Sport aviation rules for participants
CASA and sport aviation RAAOs have been cooperating to make sure that sport aviation has the right level of oversight. It is important that everyone involved in sport aviation understands how this oversight occurs and the part they play in it.
Given the differences within sport aviation activities, special oversight rules exist. Sets of rules, currently found in the civil aviation orders e.g. 95.8, 95.10, 95.12, cover people who fly recreational aircraft, weightshift microlights, hang gliders, paragliders, powered parachutes, gyroplanes, gyrogliders, gliders or motor gliders, or take part in recreational ballooning.
These sets of rules allow specialised craft such as balloons and aircraft that do not meet certification standards to operate through a series of exemptions from the regulations that apply to broader aviation activities. These exemptions are conditional.
The main condition is that if you want to undertake one of the activities mentioned above you have to belong to a specified organisation. Without full membership you are not legally allowed to take part in these activities.
The organisations are known as self-administering organisations or recreational aviation administration organisations – that is CASA makes the rules and the organisations apply the rules to their members.
The organisations exist to oversee members’ activities and assure CASA that they are being conducted safely.
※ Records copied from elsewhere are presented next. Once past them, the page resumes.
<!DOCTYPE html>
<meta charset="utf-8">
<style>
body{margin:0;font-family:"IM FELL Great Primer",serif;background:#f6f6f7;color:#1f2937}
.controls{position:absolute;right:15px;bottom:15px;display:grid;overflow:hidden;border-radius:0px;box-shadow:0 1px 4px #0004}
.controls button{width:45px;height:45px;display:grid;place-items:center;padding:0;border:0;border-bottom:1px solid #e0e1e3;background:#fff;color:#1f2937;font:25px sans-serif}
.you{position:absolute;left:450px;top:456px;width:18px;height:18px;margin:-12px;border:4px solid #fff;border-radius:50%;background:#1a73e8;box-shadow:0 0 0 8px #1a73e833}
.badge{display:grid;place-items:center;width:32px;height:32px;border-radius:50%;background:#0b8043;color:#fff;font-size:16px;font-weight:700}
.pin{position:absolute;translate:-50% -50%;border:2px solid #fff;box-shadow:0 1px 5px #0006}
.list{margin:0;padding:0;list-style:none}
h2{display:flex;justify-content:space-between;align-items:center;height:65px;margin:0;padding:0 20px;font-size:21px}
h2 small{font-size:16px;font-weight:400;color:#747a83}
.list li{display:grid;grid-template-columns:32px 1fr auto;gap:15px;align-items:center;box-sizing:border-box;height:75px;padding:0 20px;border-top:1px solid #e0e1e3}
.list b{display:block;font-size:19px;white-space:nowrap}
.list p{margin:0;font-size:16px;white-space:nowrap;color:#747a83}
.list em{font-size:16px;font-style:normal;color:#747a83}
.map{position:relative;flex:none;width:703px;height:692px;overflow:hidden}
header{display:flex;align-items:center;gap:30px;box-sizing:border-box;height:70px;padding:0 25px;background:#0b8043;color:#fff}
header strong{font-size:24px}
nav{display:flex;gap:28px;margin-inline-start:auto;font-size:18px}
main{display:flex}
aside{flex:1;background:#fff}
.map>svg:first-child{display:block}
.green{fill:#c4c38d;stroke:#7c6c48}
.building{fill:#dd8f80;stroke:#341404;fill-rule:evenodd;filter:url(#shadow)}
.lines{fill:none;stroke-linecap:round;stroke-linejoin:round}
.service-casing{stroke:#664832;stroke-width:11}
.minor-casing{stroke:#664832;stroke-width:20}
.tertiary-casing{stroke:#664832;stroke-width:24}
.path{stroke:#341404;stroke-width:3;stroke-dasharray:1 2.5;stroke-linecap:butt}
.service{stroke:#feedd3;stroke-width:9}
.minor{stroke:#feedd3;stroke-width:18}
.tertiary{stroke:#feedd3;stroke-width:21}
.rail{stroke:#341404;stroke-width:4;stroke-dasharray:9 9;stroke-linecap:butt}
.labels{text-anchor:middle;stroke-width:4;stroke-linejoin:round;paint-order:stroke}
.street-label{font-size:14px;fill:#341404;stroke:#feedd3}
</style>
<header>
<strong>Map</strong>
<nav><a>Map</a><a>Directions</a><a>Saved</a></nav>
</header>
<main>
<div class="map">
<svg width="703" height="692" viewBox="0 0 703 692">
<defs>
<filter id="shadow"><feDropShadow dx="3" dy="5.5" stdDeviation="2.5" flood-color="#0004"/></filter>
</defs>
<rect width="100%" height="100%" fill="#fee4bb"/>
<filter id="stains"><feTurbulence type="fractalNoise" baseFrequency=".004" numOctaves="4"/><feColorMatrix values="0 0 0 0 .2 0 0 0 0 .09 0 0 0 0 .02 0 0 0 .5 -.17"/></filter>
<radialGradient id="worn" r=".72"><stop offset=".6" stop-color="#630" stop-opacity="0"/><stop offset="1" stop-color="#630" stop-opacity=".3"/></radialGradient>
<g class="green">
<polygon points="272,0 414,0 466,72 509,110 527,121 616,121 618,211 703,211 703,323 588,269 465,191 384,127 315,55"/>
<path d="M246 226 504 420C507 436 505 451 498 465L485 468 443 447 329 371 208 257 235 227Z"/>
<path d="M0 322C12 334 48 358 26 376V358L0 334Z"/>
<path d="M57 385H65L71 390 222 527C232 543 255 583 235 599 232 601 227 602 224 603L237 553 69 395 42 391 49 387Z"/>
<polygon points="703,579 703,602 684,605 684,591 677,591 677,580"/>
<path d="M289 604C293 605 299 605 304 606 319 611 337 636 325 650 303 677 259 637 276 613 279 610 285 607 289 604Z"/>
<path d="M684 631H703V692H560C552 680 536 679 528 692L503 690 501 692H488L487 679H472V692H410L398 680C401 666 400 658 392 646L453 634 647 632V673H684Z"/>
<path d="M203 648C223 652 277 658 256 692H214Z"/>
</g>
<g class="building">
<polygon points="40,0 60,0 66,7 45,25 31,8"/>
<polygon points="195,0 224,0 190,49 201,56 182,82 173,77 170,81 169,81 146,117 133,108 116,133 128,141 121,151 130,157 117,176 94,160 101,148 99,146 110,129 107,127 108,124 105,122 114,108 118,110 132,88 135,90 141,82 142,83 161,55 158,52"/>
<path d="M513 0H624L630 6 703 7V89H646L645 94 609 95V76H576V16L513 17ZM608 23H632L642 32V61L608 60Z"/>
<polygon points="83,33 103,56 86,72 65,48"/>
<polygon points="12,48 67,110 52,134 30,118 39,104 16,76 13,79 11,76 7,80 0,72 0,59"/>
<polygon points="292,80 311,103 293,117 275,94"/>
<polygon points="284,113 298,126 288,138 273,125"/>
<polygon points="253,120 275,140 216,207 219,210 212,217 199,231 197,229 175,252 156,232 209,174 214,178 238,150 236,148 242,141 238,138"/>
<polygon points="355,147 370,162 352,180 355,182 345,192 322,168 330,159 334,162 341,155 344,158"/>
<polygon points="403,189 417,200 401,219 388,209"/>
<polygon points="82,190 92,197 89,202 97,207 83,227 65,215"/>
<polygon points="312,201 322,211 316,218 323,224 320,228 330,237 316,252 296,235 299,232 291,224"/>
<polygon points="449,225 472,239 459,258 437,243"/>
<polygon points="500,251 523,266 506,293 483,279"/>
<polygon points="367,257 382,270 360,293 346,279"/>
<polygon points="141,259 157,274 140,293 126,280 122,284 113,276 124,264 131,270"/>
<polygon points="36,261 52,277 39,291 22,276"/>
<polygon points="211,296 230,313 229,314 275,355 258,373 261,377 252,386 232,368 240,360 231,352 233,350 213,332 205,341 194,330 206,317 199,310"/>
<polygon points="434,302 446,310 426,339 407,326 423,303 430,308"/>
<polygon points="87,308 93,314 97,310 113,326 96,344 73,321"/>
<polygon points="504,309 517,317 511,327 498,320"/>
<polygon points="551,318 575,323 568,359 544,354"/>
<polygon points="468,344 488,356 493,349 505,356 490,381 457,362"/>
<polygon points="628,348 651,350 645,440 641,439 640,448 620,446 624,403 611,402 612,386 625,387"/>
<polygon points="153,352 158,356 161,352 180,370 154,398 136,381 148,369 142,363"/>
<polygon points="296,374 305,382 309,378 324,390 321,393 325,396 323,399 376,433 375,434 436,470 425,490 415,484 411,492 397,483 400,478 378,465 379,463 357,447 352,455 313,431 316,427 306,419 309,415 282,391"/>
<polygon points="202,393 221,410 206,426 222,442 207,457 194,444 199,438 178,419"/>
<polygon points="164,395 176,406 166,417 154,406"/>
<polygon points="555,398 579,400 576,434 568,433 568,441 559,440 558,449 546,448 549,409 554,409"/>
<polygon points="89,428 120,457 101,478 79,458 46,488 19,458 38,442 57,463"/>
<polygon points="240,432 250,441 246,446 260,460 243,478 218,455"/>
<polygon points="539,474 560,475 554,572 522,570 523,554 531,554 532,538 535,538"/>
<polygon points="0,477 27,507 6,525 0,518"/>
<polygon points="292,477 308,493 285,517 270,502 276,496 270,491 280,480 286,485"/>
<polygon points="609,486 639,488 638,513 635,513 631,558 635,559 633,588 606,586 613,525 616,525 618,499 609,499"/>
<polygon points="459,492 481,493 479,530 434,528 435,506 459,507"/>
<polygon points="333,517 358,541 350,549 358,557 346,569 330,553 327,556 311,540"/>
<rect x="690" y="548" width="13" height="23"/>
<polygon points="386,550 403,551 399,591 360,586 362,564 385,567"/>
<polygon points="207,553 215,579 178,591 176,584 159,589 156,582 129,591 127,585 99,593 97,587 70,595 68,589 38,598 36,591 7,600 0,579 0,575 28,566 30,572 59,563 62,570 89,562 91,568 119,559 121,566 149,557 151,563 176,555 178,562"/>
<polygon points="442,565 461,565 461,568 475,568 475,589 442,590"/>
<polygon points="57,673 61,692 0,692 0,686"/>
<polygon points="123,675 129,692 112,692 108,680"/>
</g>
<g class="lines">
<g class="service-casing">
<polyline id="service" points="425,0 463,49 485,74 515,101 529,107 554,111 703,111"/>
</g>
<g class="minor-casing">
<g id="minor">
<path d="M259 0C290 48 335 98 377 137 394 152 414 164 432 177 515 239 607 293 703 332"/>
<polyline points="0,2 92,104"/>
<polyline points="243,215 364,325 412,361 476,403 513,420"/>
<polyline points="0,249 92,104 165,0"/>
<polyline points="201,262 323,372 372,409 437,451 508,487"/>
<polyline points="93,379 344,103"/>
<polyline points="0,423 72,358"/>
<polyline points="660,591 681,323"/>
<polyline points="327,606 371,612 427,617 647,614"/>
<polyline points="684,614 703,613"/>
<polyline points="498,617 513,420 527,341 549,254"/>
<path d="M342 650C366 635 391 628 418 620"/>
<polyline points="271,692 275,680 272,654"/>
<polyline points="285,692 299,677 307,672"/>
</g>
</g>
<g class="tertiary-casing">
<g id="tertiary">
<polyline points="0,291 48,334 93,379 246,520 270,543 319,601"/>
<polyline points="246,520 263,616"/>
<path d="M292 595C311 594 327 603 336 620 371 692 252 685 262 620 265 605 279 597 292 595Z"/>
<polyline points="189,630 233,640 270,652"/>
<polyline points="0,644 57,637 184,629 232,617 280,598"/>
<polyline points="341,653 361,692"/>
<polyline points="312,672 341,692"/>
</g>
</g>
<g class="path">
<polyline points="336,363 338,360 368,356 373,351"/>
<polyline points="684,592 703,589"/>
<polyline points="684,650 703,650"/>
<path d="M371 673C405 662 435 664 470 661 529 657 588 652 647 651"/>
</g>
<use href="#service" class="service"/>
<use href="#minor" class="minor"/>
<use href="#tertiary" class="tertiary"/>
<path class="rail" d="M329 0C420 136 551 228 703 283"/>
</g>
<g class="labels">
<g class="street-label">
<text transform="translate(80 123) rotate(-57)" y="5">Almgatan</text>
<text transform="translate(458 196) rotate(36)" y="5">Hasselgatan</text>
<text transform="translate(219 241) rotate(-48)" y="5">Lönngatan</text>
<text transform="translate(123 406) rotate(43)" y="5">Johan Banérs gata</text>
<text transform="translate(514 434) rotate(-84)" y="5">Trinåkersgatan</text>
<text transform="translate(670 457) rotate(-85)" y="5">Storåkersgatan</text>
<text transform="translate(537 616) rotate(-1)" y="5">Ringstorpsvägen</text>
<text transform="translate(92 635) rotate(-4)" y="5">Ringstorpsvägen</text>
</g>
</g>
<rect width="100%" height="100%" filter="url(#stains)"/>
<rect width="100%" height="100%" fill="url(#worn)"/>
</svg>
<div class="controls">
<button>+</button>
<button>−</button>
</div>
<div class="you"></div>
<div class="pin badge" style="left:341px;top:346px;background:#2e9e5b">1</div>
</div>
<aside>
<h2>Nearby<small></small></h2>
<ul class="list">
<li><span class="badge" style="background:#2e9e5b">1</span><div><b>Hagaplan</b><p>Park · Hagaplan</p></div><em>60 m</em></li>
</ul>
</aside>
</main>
CASA needs to be fully confident that RAAOs have the capacity to provide the safety outcomes required.
If an organisation cannot assure CASA of this, CASA cannot allow it to continue to administer aviation activities under the exemption. If an organisation does not assure CASA that it is meeting safety outcomes and adequately overseeing aviation activities, its members cannot fly under the exemption and must instead comply with all the other applicable regulations.